There are a number of other disorders in the psychological and psychiatric literature, but more controversy exists about whether their categorization is correct. Three such disorders are obsessive-compulsive disorder, post-traumatic stress disorder, and hypochondriasis. An individual who suffers from obsessive-compulsive disorder feels compelled to perform rituals over and over to prevent tragedy from occurring. The most common forms of obsessive-compulsive disorder involve repeated checking to make sure mistakes have not been made and repeated washing to avoid contamination. The rituals rarely bring any relief, so normal life is often  sacrificed to a cycle of never ending ritualization. Post-traumatic stress disorder involves a range of symptoms that are directly attributable to the previous experience of a traumatic event. Hypochondriasis, or health anxiety, is a preoccupation with the belief or fear that one has a serious illness, even in the absence of organic pathology and despite medical reassurance. As in panic disorder, some who suffers from hypochondriasis becomes sensitized to and fearful of bodily sensations that are incorrectly taken as evidence of serious illness. Such worries are also common in depression, so assessment must try to disentangle the primacy of the various symptoms. The validity of the above categories of anxiety disorders is still controversial. As new research and clinical practice evolves, so do the way scientists categorize disorders, and it is reasonable to predict that the diagnostic system may look markedly different in the future. The American Psychiatric Association has placed increasing emphasis on research and resulting evidence is used in further developing the diagnostic system.
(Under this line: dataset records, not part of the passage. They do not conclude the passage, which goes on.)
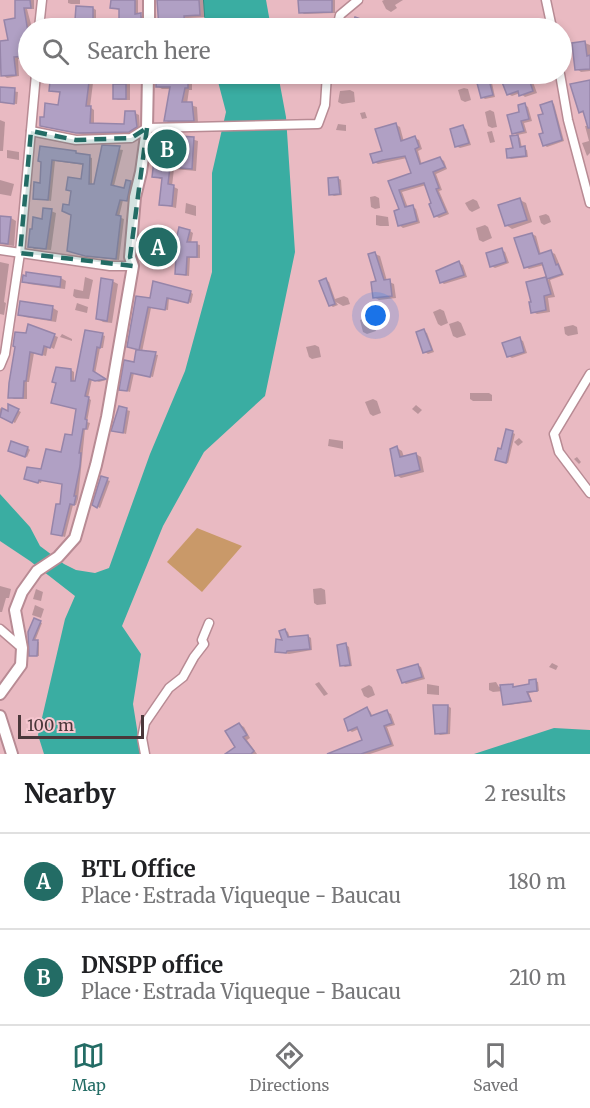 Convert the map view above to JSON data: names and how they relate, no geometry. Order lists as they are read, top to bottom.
{
  "scale_bar": "100 m",
  "page": {
    "search": "Search here",
    "pins": ["B", "A"],
    "scale": "100 m",
    "heading": ["Nearby", "2 results"],
    "list": [
      {
        "mark": "A",
        "name": "BTL Office",
        "note": "Place · Estrada Viqueque - Baucau",
        "value": "180 m"
      },
      {
        "mark": "B",
        "name": "DNSPP office",
        "note": "Place · Estrada Viqueque - Baucau",
        "value": "210 m"
      }
    ],
    "nav": ["Map", "Directions", "Saved"]
  }
} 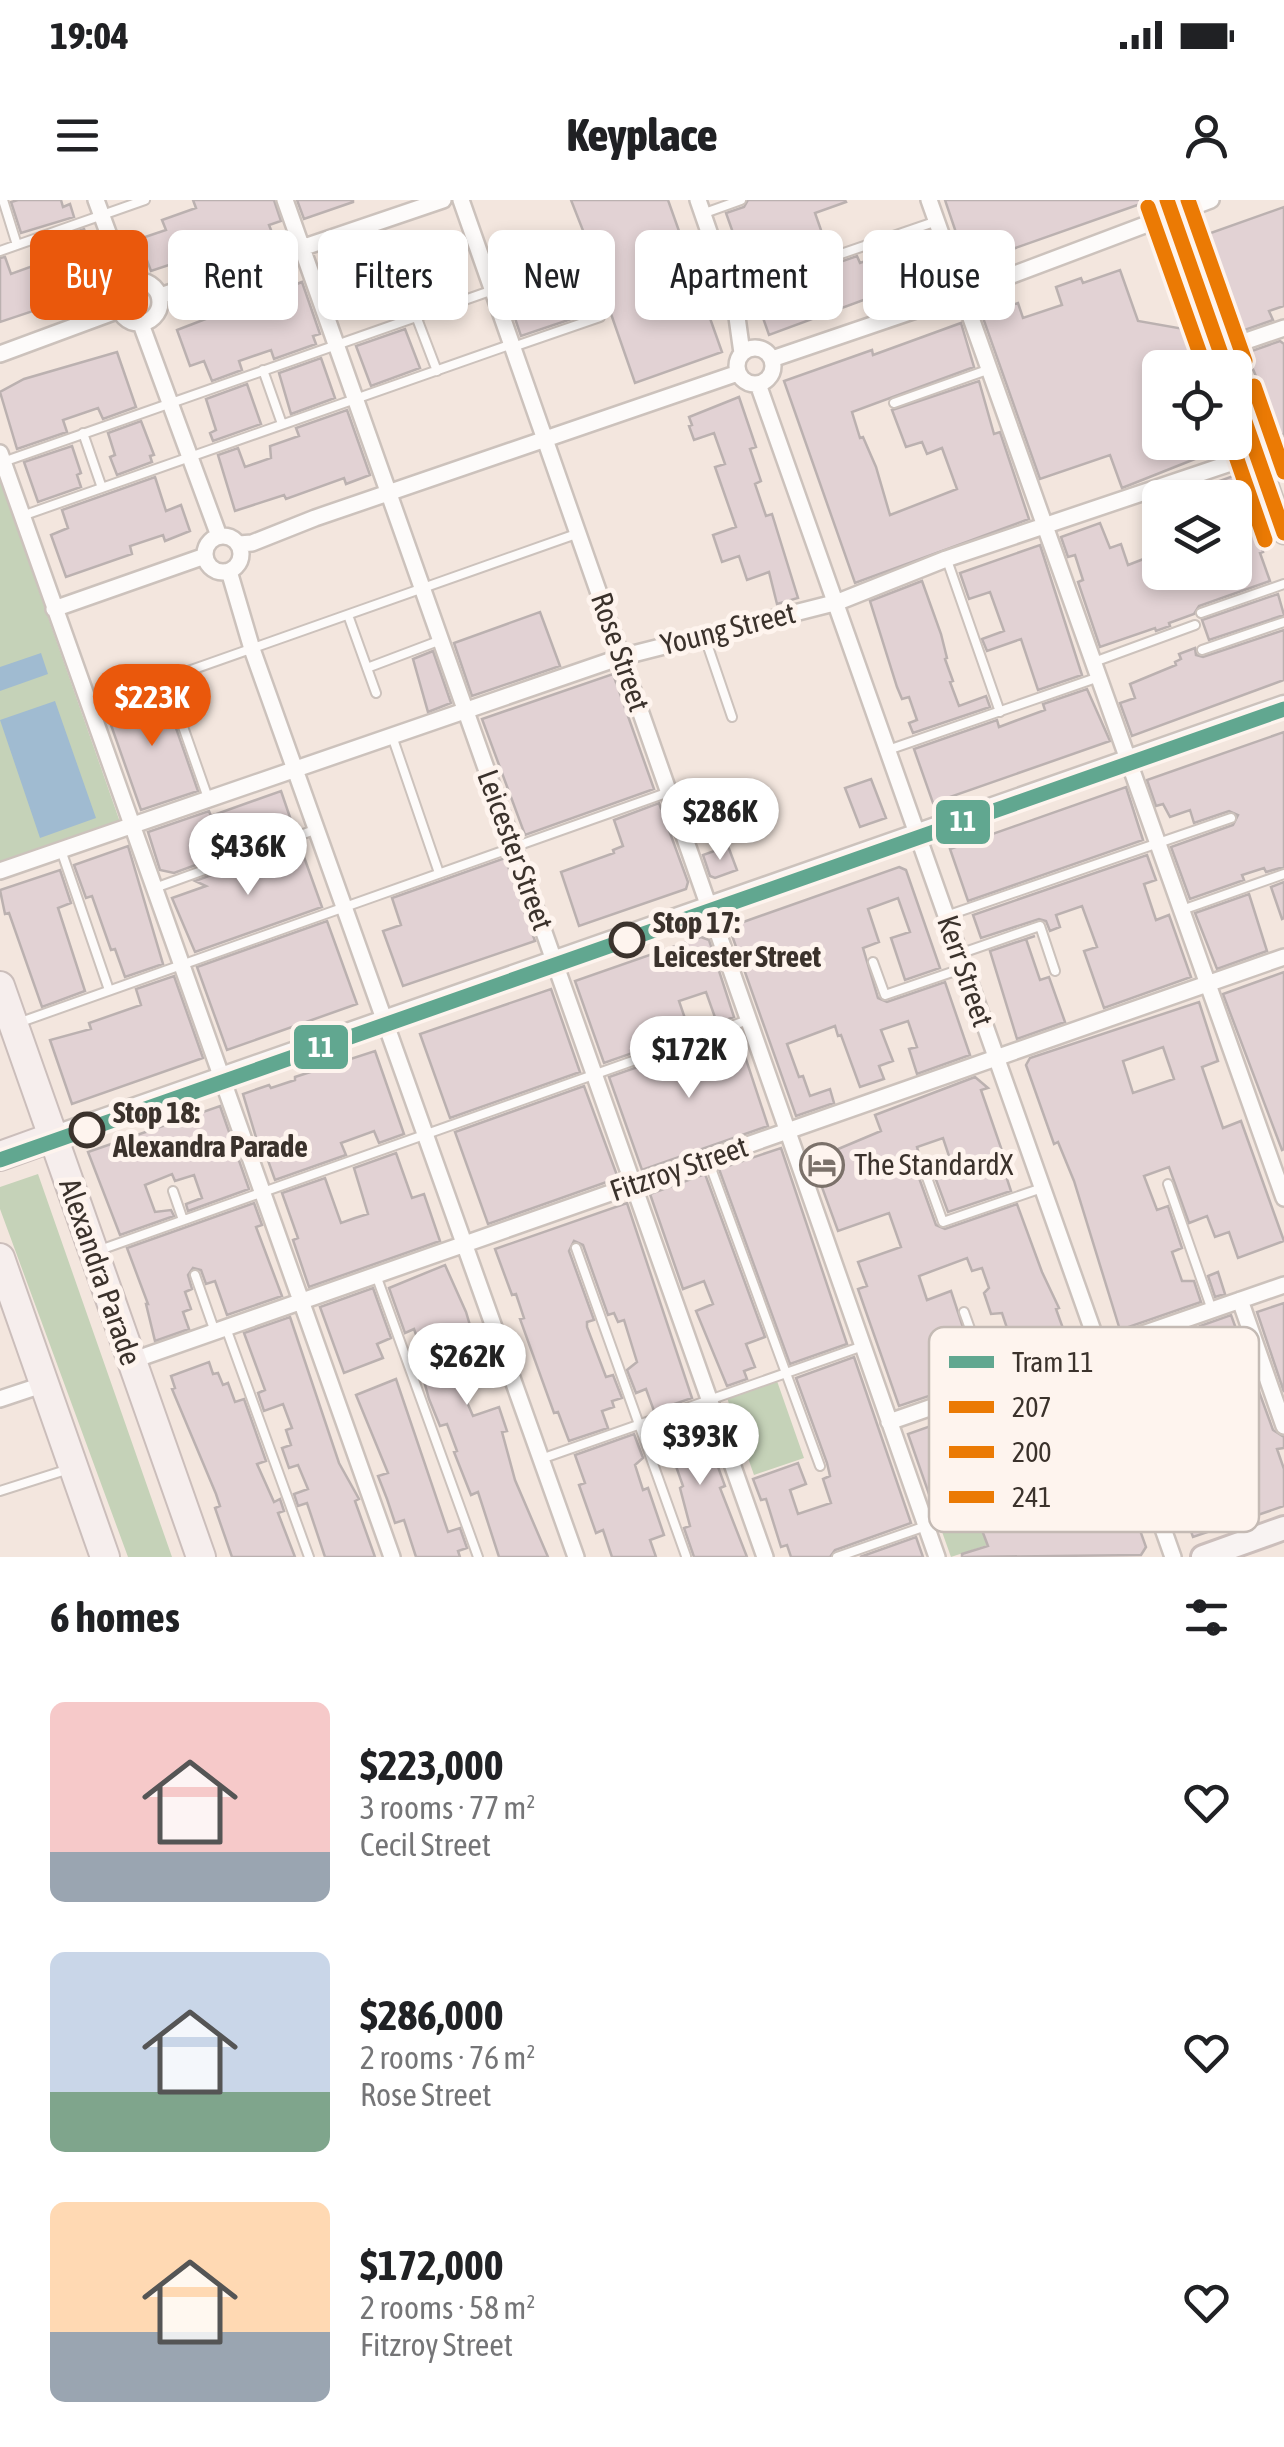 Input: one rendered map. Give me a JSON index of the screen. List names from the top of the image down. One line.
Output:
{"streets":{"highway":["Alexandra Parade"],"street":["Young Street","Rose Street","Leicester Street","Kerr Street","Fitzroy Street"]},"crossings":[["Young Street","Rose Street"],["Young Street","Leicester Street"],["Young Street","Kerr Street"],["Rose Street","Fitzroy Street"],["Leicester Street","Fitzroy Street"],["Kerr Street","Fitzroy Street"],["Fitzroy Street","Alexandra Parade"]],"places":{"other":["Stop 17: Leicester Street","Stop 18: Alexandra Parade"],"hotel":["The StandardX"]},"lines":["transit line 207","transit line 241","transit line 200","tram line 11"],"legend":["Tram 11","207","200","241"],"page":{"status":"19:04","header":"Keyplace","chip":["Buy","Rent","Filters","New","Apartment","House"],"price":["$223K","$286K","$436K","$172K","$262K","$393K"],"heading":"6 homes","list":[{"name":"$223,000","note":"3 rooms · 77 m² · Cecil Street"},{"name":"$286,000","note":"2 rooms · 76 m² · Rose Street"},{"name":"$172,000","note":"2 rooms · 58 m² · Fitzroy Street"}]}} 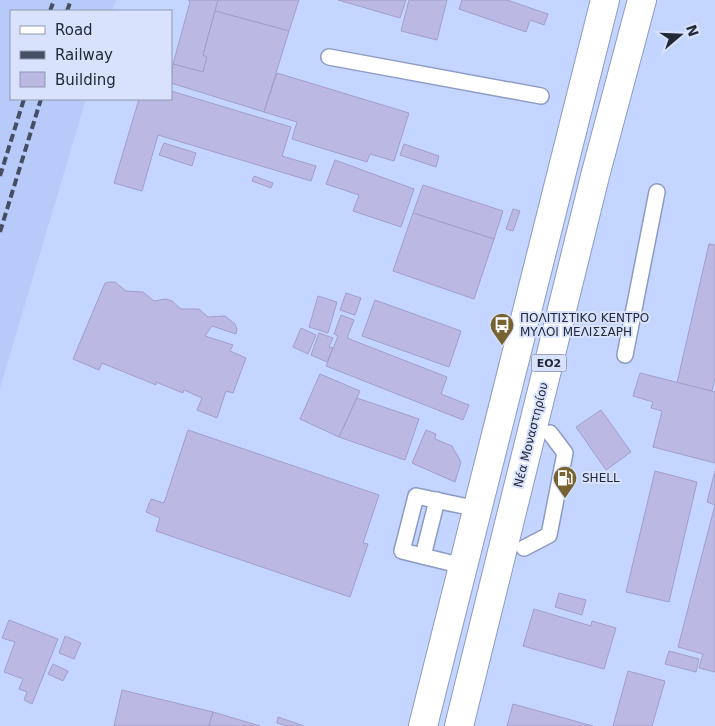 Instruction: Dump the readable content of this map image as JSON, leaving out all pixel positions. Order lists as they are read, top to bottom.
{
  "streets": {
    "main road": ["ΕΟ2", "Νέα Μοναστηρίου"]
  },
  "places": {
    "bus stop": ["ΠΟΛΙΤΙΣΤΙΚΟ ΚΕΝΤΡΟ ΜΥΛΟΙ ΜΕΛΙΣΣΑΡΗ"],
    "fuel station": ["SHELL"]
  },
  "legend": ["Road", "Railway", "Building"],
  "north": "right"
} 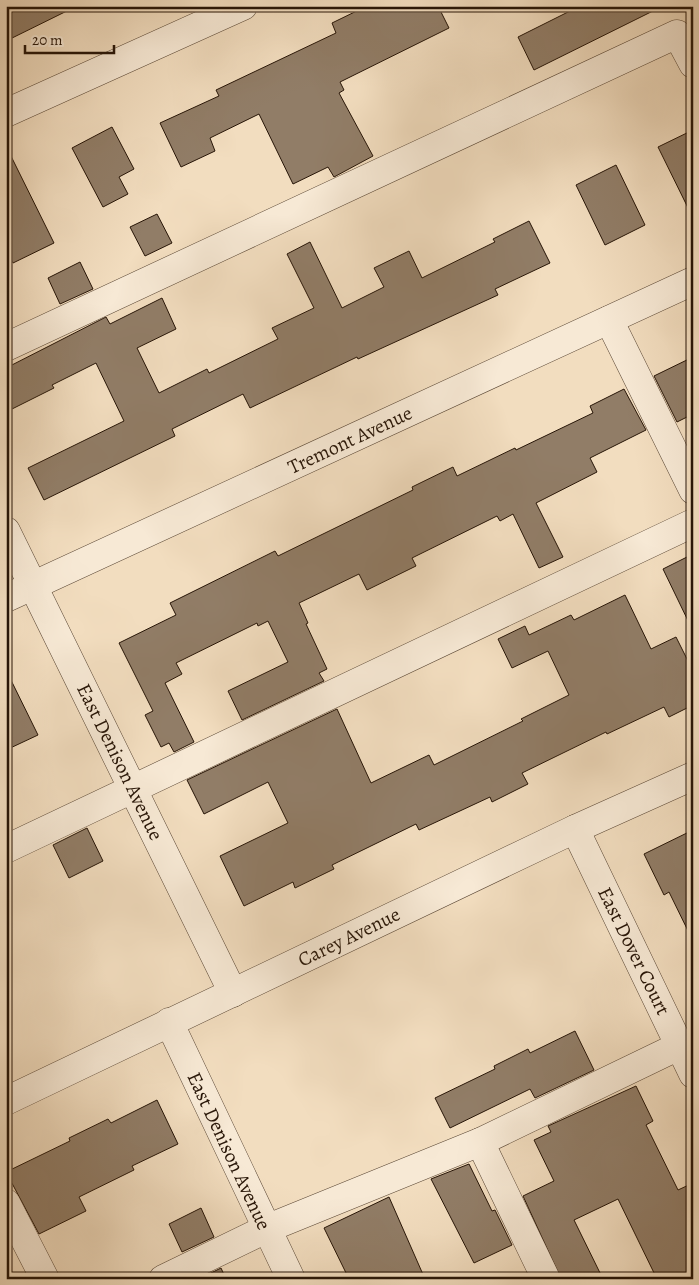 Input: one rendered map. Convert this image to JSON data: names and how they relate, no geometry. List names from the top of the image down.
{
  "streets": {
    "street": [
      "Tremont Avenue",
      "East Denison Avenue",
      "Carey Avenue",
      "East Dover Court"
    ]
  },
  "crossings": [
    ["Tremont Avenue", "East Denison Avenue"],
    ["East Denison Avenue", "Carey Avenue"],
    ["Carey Avenue", "East Dover Court"]
  ],
  "scale_bar": "20 m"
} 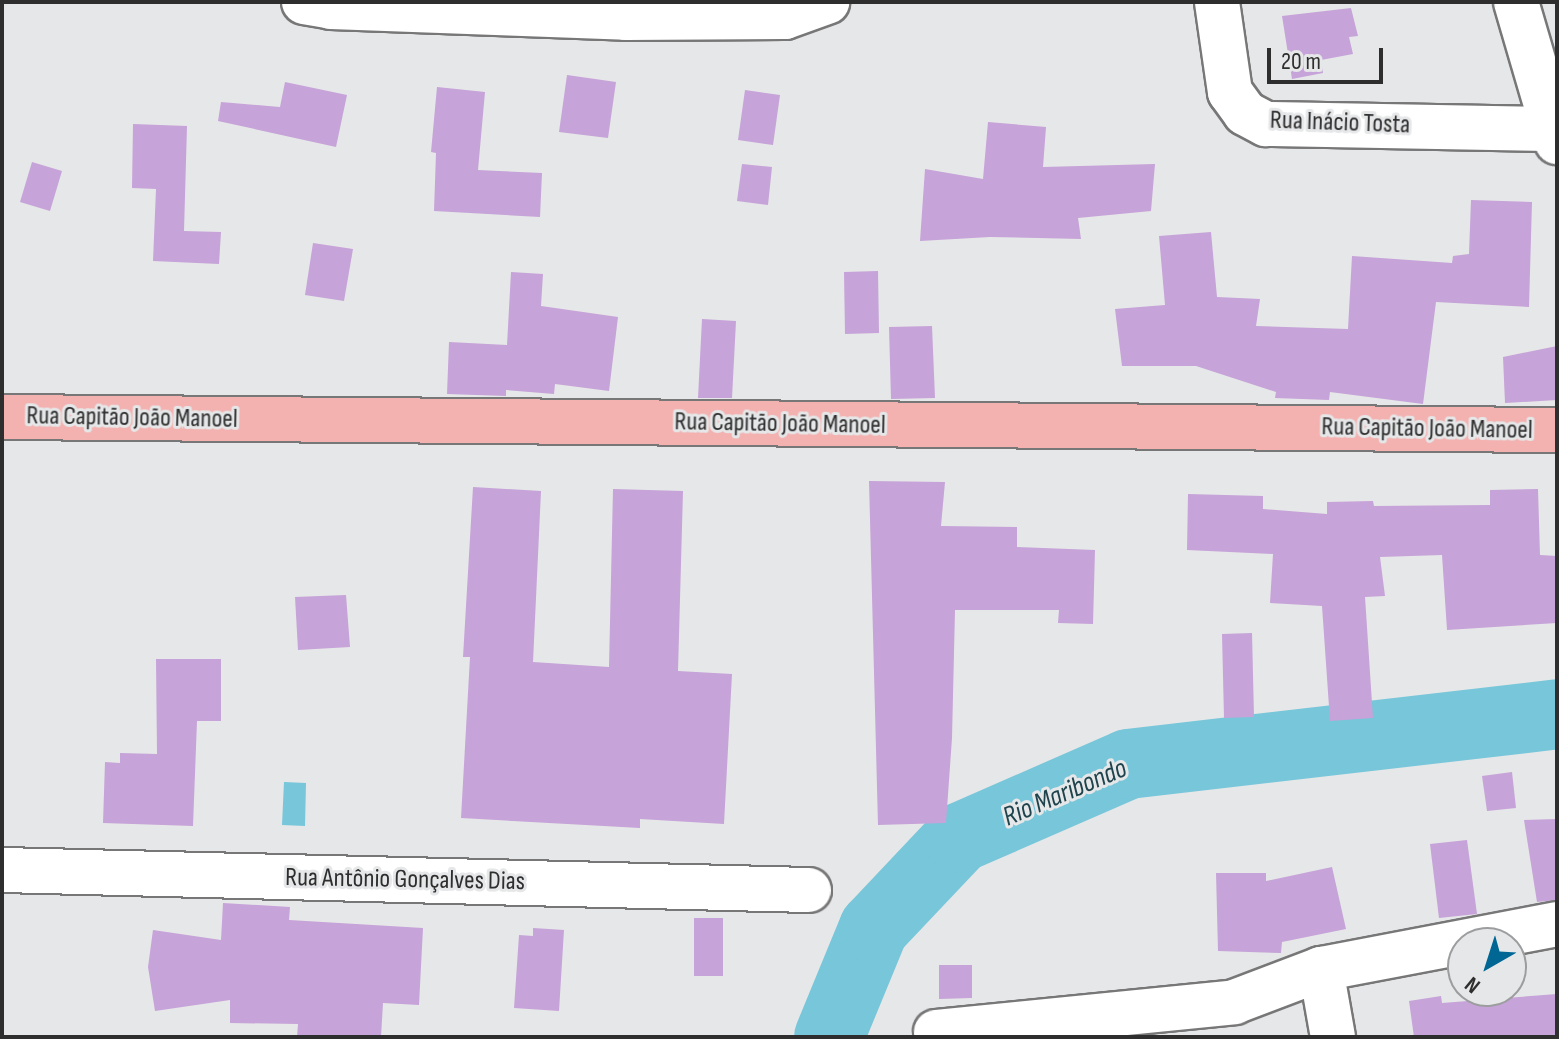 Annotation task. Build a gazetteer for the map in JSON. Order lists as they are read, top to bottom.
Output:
{
  "streets": {
    "main road": ["Rua Capitão João Manoel"],
    "street": ["Rua Inácio Tosta", "Rua Antônio Gonçalves Dias"]
  },
  "water": ["Rio Maribondo"],
  "scale_bar": "20 m",
  "north": "bottom left"
}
For example, the childhood category of avoidant disorder was omitted from DSM-IV after research indicated that it did not differ sufficiently from social phobia.

Most sufferers of anxiety disorders have more than one type of anxiety disorder, and thus it is difficult to argue that the subtype of anxiety disorder are really discrete entities. Further, anxiety disorders also tend to overlap with other emotional and behavioural problems, in particular depression and substance abuse. The latter may simply be due to people using drugs to anxiety and depression is more complex, and the similarity of the two problems had led a number of researchers to argue they are one and the same. A consensual view holds that anxiety and depression are distinct yet overlapping events that share the common experience of negative affect but show distinctions in patterns of symptoms and respond to treatment.